[RECORDS PROVIDED Boundary: Start]
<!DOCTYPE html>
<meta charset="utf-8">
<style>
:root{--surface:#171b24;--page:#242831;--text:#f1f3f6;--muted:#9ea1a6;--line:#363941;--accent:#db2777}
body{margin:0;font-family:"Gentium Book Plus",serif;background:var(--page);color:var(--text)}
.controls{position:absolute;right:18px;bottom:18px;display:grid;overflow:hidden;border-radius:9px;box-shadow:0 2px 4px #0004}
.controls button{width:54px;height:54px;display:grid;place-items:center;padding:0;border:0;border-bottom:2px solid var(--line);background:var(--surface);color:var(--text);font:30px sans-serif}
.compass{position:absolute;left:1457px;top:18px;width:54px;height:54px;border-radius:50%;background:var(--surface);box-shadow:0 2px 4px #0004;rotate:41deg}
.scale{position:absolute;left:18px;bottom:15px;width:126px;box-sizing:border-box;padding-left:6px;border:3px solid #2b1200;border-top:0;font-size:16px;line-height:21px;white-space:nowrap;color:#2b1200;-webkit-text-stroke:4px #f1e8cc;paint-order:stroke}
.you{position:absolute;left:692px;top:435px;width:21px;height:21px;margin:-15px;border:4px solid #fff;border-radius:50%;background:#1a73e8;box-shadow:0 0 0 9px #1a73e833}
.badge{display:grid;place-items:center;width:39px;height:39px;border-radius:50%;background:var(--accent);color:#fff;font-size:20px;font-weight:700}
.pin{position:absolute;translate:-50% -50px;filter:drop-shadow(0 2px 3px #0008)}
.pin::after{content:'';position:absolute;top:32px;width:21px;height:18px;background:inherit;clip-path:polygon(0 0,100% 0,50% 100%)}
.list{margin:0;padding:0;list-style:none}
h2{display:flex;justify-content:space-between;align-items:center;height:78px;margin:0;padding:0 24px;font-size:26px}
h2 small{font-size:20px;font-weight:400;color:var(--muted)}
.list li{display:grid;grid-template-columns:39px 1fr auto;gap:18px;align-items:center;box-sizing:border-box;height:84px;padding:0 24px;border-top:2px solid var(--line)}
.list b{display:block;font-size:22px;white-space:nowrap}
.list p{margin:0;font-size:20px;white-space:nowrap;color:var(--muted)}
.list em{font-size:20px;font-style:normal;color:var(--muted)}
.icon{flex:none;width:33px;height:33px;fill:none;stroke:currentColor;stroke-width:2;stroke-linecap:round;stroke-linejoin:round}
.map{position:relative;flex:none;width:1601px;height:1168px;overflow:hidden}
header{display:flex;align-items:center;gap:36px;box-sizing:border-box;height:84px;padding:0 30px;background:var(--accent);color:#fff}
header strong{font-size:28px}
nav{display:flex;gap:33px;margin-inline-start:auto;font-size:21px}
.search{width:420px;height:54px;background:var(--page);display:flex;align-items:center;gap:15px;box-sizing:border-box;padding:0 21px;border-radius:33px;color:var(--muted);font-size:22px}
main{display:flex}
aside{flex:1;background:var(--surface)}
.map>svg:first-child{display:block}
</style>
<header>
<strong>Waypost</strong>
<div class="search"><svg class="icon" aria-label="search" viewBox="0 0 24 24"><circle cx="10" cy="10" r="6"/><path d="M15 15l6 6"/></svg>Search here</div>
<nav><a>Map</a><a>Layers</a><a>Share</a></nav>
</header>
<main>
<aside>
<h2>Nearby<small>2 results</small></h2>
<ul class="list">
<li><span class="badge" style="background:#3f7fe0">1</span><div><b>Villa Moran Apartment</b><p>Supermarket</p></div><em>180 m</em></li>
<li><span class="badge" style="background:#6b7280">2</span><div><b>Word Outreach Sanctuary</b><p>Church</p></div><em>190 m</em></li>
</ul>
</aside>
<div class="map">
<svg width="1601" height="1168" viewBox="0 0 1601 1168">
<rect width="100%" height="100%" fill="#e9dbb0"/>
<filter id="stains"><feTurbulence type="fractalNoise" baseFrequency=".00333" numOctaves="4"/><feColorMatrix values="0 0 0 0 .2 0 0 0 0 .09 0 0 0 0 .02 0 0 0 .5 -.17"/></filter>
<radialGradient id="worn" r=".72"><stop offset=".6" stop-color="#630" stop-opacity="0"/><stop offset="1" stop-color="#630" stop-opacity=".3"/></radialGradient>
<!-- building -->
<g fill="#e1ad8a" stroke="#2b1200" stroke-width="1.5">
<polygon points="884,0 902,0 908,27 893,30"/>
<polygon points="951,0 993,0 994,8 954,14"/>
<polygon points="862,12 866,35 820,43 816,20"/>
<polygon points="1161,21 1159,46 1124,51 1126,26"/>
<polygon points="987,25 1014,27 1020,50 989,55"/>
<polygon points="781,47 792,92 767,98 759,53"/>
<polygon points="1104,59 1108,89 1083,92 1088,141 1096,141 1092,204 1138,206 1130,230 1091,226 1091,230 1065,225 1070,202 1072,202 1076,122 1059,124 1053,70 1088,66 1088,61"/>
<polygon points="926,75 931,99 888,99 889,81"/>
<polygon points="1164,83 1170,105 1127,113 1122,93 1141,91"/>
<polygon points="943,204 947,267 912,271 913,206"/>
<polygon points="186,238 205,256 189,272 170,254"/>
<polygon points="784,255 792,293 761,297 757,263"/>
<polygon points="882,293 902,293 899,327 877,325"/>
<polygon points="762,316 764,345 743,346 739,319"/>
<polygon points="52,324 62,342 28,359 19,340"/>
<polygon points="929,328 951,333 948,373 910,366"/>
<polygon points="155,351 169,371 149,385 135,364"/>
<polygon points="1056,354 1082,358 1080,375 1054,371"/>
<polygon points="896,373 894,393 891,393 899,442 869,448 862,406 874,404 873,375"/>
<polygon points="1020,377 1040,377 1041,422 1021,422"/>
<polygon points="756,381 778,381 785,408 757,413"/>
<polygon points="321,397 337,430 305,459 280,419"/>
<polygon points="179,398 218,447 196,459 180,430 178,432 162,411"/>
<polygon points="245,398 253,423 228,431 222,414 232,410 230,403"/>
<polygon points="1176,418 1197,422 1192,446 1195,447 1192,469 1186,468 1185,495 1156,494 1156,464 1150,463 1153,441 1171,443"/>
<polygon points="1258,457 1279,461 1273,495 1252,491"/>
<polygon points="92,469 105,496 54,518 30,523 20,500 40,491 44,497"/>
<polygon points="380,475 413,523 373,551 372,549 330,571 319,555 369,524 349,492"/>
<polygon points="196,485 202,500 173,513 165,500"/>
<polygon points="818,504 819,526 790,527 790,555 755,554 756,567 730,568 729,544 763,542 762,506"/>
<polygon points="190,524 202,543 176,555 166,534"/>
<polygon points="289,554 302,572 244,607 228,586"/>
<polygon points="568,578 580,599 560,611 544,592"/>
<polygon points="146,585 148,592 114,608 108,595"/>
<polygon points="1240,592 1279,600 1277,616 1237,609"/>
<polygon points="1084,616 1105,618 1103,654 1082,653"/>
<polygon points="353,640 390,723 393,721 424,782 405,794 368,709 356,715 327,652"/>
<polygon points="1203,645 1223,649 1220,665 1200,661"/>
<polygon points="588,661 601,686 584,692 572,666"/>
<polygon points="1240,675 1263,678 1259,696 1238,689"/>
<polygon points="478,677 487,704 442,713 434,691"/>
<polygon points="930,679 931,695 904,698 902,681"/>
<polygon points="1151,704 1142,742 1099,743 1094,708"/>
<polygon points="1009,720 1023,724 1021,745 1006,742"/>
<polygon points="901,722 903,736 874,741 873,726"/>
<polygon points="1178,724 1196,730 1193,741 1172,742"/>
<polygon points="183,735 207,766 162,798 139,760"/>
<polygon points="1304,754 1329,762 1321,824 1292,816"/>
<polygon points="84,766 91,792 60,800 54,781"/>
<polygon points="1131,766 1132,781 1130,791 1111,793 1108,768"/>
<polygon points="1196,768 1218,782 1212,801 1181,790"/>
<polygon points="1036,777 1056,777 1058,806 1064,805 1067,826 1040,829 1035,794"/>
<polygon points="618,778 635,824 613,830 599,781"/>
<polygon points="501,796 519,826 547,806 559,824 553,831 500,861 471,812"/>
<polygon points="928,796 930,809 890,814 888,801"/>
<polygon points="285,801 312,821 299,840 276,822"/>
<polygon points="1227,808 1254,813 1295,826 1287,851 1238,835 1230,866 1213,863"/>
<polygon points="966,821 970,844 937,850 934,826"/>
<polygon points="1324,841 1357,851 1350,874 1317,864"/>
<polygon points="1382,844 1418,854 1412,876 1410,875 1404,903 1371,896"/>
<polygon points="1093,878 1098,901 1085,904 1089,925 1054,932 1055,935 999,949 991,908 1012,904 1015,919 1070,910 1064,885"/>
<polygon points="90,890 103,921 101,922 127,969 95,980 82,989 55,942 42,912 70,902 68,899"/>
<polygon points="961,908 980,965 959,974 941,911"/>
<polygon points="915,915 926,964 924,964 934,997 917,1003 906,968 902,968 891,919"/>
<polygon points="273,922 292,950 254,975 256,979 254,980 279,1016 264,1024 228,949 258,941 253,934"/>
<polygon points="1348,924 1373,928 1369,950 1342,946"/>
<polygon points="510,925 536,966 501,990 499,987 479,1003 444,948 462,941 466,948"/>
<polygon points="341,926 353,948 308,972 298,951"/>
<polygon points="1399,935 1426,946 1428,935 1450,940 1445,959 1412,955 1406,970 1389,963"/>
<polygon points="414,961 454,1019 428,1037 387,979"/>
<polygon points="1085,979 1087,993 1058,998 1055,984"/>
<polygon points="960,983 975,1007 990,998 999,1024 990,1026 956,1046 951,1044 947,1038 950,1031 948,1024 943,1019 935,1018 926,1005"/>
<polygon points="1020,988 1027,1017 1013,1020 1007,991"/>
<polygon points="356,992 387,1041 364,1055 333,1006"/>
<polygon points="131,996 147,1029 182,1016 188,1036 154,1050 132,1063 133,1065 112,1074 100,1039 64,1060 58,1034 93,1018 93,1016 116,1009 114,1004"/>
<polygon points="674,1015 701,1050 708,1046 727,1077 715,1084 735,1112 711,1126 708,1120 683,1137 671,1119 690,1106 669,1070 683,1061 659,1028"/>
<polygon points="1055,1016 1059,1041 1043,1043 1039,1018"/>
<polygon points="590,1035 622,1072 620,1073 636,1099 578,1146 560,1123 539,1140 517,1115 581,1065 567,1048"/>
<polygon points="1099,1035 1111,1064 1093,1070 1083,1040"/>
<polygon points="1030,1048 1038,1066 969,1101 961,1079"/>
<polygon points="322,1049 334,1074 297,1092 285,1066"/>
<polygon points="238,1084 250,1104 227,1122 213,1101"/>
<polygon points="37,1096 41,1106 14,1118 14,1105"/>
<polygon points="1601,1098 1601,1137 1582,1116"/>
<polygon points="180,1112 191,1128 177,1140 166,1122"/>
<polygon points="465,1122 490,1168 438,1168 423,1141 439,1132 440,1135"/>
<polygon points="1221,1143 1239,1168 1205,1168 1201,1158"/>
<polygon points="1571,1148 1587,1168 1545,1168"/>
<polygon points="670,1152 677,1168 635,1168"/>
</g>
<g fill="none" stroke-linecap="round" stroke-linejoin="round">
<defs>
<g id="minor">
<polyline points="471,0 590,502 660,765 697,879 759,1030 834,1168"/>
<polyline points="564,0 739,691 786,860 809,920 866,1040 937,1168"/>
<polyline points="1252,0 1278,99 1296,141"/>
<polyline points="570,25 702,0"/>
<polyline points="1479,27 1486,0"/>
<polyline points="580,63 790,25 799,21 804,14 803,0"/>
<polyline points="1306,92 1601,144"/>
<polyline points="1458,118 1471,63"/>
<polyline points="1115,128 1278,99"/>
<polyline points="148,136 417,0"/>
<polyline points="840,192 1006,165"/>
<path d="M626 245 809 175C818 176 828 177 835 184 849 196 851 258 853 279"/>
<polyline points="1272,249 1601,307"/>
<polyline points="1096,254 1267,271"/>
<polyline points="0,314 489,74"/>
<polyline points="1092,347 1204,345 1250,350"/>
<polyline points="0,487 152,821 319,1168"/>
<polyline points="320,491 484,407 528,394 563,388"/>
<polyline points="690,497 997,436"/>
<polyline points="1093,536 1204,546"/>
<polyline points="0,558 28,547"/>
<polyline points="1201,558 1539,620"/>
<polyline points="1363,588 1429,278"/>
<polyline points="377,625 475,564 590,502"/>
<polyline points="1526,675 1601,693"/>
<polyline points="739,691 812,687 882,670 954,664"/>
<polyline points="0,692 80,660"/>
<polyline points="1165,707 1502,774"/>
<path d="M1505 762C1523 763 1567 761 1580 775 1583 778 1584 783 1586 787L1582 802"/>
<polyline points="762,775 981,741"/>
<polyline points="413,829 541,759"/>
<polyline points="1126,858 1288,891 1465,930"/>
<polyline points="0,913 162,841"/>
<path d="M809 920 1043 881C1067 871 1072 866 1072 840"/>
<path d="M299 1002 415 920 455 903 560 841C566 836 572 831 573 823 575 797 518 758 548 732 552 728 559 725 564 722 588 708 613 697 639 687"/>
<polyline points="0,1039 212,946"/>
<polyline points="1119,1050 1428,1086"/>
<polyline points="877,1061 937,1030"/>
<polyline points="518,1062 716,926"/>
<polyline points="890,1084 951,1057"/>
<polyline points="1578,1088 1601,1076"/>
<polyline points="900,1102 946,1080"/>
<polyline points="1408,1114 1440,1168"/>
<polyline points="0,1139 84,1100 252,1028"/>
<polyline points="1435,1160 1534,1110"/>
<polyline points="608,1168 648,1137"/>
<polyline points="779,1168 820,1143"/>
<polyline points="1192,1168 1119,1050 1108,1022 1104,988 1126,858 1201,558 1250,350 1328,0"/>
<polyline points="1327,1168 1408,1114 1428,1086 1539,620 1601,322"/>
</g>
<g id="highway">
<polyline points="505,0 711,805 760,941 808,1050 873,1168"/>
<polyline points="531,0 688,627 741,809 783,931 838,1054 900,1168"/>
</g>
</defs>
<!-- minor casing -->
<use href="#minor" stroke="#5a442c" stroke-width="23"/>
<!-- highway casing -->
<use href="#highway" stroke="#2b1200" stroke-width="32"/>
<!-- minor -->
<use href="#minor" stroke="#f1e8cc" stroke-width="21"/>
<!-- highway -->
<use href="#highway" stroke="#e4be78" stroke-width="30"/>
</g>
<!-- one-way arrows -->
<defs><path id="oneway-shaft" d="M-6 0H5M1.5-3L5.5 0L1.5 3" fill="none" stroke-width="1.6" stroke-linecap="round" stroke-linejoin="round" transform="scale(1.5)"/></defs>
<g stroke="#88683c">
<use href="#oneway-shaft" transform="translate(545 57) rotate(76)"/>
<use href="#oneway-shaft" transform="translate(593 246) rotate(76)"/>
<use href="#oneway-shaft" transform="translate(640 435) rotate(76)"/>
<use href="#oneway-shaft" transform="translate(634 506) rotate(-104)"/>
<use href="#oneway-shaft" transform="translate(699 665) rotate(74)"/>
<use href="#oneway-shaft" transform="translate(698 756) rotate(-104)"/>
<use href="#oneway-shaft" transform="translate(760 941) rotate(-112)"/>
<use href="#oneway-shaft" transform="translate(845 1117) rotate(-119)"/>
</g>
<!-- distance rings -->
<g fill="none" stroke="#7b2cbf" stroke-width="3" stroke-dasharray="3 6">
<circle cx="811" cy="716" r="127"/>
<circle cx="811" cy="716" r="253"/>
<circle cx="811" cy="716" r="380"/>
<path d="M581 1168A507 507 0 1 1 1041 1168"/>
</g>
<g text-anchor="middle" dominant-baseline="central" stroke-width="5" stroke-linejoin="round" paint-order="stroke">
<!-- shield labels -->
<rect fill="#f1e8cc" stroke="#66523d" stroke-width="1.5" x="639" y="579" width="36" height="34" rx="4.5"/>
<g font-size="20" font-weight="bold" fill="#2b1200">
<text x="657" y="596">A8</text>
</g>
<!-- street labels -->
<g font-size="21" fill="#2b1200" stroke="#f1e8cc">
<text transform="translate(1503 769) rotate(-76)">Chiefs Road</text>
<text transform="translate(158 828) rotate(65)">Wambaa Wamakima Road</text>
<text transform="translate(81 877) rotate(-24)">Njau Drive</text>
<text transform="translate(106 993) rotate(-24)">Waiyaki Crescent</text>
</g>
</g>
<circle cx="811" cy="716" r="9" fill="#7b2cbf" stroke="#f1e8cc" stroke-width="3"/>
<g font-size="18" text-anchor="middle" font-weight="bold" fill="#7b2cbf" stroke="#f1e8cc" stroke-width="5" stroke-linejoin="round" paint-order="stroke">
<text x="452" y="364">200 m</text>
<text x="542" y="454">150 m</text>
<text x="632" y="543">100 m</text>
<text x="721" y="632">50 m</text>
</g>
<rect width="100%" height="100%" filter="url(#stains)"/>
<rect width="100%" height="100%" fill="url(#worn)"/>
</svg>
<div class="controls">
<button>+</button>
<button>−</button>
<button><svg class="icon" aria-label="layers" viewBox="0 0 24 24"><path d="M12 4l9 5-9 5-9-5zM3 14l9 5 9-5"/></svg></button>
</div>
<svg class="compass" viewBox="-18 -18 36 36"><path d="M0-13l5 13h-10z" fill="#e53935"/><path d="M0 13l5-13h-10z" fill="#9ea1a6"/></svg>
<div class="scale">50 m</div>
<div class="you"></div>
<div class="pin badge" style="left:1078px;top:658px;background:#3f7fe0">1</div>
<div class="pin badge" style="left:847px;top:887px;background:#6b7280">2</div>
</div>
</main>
[RECORDS PROVIDED Boundary: End]
For the listing above, state how many lines contain the string "compass". Give the number and nothing else.

2